Exercise inputs:

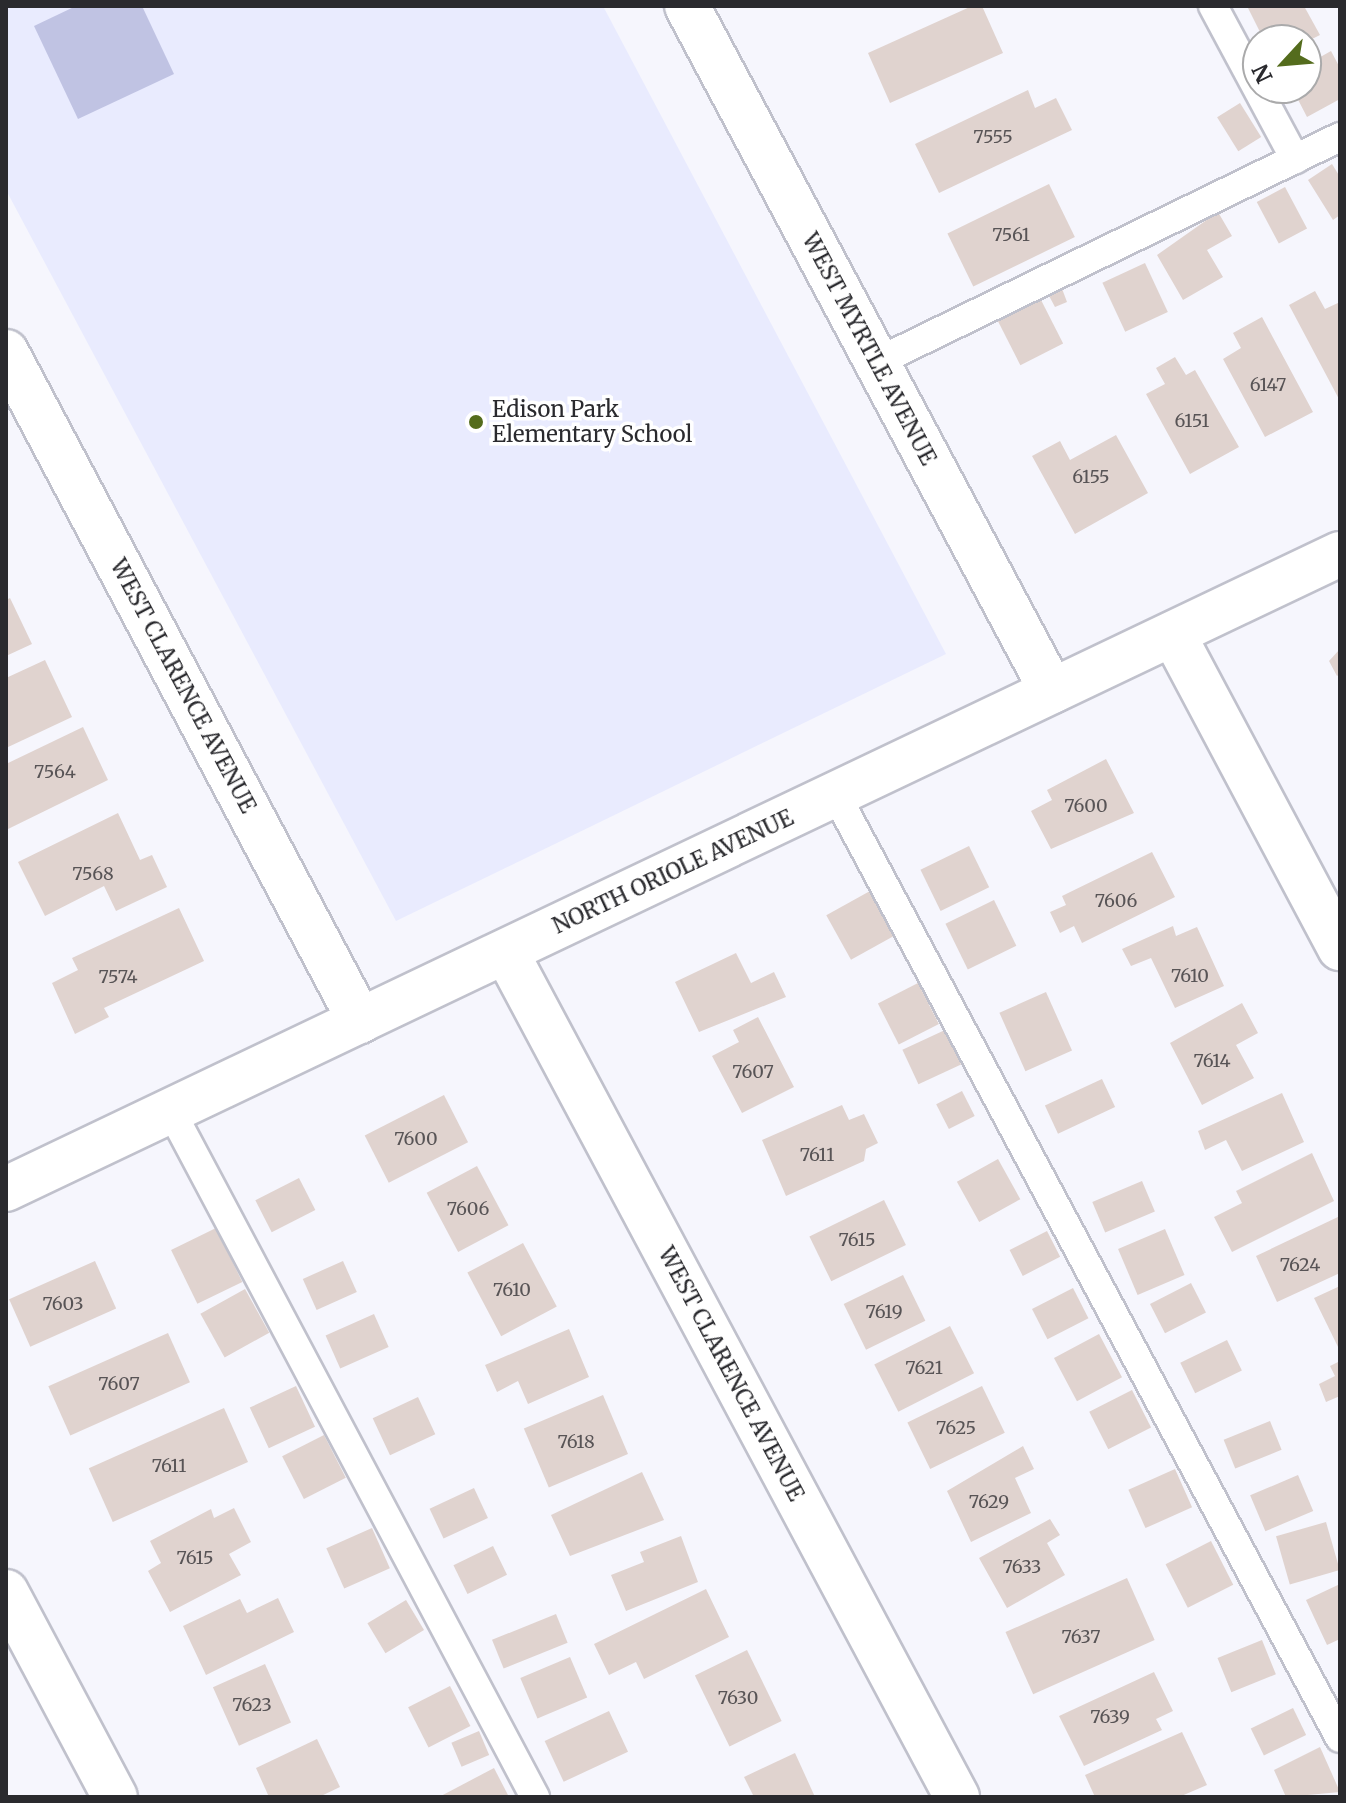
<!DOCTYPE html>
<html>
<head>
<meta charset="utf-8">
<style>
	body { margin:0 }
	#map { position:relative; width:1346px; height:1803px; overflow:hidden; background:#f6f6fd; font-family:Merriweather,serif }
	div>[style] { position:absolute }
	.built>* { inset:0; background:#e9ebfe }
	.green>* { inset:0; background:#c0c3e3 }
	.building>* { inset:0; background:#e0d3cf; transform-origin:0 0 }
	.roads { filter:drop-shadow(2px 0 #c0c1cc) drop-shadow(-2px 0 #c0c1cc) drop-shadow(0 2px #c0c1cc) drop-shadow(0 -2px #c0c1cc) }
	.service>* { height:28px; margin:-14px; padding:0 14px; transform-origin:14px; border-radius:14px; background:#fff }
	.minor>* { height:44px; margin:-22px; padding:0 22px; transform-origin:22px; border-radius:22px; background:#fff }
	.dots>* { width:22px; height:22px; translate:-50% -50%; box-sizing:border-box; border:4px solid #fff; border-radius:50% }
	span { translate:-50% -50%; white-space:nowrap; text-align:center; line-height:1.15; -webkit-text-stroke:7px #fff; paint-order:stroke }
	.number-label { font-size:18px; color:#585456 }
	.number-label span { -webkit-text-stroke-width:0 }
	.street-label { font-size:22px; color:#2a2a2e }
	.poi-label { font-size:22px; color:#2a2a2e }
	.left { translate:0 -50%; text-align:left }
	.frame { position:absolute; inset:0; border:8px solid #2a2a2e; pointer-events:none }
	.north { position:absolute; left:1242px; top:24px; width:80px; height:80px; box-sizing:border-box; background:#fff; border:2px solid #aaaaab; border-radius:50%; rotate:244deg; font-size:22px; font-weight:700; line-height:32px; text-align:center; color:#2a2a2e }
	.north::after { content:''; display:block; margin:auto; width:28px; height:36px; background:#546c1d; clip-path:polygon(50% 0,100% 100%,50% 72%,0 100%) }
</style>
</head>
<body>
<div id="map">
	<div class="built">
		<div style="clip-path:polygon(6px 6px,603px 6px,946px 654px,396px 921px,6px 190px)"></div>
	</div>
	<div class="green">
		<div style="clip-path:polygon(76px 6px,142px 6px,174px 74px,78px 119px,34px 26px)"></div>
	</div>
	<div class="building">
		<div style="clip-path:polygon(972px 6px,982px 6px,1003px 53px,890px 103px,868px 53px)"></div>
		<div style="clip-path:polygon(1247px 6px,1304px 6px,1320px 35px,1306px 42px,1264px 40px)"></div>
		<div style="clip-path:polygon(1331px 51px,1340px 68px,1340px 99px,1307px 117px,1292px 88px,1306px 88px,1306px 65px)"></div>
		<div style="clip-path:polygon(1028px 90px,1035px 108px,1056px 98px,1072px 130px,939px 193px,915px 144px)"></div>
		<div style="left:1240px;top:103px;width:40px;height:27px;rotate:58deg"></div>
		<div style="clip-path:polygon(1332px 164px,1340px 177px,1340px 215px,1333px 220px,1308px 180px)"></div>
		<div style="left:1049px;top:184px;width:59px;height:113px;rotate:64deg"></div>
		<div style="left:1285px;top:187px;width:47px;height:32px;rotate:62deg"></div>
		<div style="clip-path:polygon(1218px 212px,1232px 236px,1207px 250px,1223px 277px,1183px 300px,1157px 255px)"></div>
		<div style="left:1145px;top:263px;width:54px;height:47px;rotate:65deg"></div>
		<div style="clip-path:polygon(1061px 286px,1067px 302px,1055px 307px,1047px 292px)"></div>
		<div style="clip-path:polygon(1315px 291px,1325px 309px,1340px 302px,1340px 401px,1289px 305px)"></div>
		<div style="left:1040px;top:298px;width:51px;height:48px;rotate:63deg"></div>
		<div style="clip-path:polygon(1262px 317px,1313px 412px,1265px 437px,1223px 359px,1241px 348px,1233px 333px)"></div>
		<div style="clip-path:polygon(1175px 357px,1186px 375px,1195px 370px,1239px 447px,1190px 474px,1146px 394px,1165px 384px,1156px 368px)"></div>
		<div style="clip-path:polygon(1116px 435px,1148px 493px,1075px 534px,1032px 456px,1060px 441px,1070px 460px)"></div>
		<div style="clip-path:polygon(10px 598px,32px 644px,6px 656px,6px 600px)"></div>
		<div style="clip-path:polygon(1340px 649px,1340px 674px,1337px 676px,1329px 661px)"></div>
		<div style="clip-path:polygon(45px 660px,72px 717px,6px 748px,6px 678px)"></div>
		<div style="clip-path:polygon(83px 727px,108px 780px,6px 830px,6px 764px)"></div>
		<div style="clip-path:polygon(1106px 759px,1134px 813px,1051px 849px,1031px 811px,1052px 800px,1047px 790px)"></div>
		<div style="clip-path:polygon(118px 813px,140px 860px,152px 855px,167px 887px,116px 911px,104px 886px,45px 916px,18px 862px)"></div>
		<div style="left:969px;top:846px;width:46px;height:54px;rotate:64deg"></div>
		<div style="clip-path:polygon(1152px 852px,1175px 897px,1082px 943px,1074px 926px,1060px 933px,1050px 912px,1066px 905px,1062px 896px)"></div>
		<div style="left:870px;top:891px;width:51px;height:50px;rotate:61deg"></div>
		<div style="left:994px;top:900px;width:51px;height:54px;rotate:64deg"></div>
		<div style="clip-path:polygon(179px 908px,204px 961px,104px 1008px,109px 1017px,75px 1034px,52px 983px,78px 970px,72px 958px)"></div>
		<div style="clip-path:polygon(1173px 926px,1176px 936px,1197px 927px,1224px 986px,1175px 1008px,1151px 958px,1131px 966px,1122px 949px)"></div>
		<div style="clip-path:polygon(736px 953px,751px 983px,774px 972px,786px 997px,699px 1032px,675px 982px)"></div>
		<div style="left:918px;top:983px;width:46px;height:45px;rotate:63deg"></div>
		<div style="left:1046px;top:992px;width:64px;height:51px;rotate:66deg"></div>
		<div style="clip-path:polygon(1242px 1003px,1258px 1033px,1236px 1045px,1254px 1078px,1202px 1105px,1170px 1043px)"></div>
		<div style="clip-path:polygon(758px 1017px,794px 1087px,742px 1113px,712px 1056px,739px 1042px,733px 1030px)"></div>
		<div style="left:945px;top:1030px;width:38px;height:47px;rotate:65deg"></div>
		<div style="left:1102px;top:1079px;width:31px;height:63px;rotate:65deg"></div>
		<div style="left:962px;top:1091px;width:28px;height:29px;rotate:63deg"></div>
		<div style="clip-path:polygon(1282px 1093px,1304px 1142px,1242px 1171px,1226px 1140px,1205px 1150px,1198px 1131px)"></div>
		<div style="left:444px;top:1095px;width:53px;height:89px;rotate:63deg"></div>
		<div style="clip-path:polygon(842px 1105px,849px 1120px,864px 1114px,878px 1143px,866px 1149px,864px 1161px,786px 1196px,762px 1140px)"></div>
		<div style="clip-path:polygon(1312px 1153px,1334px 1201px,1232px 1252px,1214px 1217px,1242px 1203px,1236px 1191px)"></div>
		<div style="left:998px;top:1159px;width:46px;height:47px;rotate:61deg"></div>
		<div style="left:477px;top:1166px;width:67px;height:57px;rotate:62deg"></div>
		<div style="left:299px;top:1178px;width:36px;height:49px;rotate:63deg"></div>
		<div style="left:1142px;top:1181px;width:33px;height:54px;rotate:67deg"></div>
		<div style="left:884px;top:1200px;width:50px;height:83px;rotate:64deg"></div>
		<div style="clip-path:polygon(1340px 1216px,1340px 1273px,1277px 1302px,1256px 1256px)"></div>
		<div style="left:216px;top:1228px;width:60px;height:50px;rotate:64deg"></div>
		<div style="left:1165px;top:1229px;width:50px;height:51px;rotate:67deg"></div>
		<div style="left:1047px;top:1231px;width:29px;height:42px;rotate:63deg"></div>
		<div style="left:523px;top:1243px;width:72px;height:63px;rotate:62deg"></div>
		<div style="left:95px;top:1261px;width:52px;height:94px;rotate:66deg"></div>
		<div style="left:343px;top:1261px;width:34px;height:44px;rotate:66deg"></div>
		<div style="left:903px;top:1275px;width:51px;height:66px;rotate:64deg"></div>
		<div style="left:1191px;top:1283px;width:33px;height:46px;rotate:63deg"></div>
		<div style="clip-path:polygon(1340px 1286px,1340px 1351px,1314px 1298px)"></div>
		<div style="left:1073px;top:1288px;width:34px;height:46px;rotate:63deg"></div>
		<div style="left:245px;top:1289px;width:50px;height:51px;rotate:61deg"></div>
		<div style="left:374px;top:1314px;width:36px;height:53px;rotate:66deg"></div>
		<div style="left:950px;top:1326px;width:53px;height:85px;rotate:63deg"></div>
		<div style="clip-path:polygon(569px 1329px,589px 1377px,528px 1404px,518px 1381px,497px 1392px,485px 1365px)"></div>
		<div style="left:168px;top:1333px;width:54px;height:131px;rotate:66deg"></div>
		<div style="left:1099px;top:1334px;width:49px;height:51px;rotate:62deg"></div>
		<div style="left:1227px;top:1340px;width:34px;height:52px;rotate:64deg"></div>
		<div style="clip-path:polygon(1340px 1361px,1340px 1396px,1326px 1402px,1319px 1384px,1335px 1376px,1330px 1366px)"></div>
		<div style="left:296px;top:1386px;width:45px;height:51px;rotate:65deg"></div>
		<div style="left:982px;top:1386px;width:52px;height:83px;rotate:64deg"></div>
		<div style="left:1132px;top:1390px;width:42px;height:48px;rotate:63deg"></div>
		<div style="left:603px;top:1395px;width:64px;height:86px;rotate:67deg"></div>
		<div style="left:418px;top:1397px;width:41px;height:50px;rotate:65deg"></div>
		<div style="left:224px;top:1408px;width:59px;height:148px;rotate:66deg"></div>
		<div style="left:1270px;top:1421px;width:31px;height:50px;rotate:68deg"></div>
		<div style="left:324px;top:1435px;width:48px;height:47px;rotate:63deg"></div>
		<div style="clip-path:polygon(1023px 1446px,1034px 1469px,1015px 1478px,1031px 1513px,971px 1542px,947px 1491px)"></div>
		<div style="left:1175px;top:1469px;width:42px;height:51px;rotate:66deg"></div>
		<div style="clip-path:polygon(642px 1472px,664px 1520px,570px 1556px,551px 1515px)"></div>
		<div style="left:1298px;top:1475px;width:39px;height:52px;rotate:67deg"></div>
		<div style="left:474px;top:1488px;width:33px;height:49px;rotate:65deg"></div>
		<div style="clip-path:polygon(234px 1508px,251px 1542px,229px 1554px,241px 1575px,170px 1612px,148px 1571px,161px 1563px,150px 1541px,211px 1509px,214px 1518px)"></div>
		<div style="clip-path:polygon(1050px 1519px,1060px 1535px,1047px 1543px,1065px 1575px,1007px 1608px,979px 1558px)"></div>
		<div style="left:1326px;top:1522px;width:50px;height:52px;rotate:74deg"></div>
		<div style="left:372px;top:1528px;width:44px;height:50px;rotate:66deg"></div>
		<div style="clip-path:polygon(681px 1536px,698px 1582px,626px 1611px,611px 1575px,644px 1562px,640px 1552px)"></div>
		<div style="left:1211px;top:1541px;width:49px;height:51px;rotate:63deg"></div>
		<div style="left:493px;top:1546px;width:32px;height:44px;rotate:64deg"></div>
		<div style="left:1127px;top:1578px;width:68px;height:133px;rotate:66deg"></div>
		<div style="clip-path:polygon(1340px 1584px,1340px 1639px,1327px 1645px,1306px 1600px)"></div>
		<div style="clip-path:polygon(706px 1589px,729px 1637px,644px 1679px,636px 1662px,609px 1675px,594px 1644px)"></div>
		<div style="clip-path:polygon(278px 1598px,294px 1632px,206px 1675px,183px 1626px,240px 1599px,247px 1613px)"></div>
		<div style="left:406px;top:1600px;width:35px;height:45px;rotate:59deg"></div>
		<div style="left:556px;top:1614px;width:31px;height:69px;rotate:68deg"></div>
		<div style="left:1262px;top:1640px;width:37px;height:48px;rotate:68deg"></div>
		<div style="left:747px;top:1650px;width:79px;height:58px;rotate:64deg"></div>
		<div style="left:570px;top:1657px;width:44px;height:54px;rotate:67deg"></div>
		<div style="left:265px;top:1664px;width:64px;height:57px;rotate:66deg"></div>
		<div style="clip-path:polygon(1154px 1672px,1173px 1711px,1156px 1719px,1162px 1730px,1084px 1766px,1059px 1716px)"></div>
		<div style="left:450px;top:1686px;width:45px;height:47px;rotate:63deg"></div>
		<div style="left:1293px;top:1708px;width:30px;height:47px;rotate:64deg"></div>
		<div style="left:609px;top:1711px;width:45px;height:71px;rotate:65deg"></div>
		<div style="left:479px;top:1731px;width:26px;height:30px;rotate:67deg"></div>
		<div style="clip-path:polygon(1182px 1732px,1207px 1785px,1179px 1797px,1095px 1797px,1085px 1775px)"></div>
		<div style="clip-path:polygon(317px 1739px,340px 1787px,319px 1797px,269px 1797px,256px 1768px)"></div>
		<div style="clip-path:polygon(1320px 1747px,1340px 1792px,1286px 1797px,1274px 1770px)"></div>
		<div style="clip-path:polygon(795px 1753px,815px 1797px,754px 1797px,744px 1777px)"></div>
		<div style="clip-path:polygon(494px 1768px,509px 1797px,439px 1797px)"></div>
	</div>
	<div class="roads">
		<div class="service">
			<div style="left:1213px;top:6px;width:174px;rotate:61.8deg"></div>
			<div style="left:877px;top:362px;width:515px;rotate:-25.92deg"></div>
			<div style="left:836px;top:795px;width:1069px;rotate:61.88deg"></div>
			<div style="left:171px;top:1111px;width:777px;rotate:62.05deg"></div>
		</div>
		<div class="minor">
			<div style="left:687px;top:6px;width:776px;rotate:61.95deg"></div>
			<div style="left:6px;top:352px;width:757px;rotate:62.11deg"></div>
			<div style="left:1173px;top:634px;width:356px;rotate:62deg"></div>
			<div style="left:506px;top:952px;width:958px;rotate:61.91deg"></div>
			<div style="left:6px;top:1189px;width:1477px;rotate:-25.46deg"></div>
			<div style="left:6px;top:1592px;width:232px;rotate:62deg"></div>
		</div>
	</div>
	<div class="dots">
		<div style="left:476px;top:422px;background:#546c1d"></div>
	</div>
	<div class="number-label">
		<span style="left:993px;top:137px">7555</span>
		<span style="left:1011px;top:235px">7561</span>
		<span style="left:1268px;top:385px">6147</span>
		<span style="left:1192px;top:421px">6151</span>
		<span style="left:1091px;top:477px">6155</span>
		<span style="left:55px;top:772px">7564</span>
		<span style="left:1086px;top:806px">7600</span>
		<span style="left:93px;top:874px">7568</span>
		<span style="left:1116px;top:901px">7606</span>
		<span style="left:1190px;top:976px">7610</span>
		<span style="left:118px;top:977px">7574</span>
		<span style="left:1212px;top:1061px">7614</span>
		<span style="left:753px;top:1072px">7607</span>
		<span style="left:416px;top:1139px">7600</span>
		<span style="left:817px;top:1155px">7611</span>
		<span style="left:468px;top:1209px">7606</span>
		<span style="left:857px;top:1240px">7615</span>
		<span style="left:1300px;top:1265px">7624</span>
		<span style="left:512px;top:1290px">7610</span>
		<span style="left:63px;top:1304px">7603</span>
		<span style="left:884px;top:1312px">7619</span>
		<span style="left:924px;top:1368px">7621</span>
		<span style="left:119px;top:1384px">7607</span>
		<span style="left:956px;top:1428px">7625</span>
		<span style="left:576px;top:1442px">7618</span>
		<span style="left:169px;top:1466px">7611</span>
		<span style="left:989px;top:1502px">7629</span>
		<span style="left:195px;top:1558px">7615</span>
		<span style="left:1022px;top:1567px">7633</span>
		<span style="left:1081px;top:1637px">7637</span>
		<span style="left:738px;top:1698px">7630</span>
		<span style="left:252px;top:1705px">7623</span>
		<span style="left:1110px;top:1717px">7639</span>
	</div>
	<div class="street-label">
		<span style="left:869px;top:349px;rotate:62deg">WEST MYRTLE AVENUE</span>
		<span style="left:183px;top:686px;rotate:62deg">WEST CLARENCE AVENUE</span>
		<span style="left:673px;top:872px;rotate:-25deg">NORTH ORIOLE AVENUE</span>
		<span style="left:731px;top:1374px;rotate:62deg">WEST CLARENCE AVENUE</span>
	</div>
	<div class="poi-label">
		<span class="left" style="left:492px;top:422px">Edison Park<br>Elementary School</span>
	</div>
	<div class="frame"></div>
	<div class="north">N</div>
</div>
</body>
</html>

Work task: Work out how many lines in the material above hold the word "stroke"; answer with the number only.

Answer to the problem: 2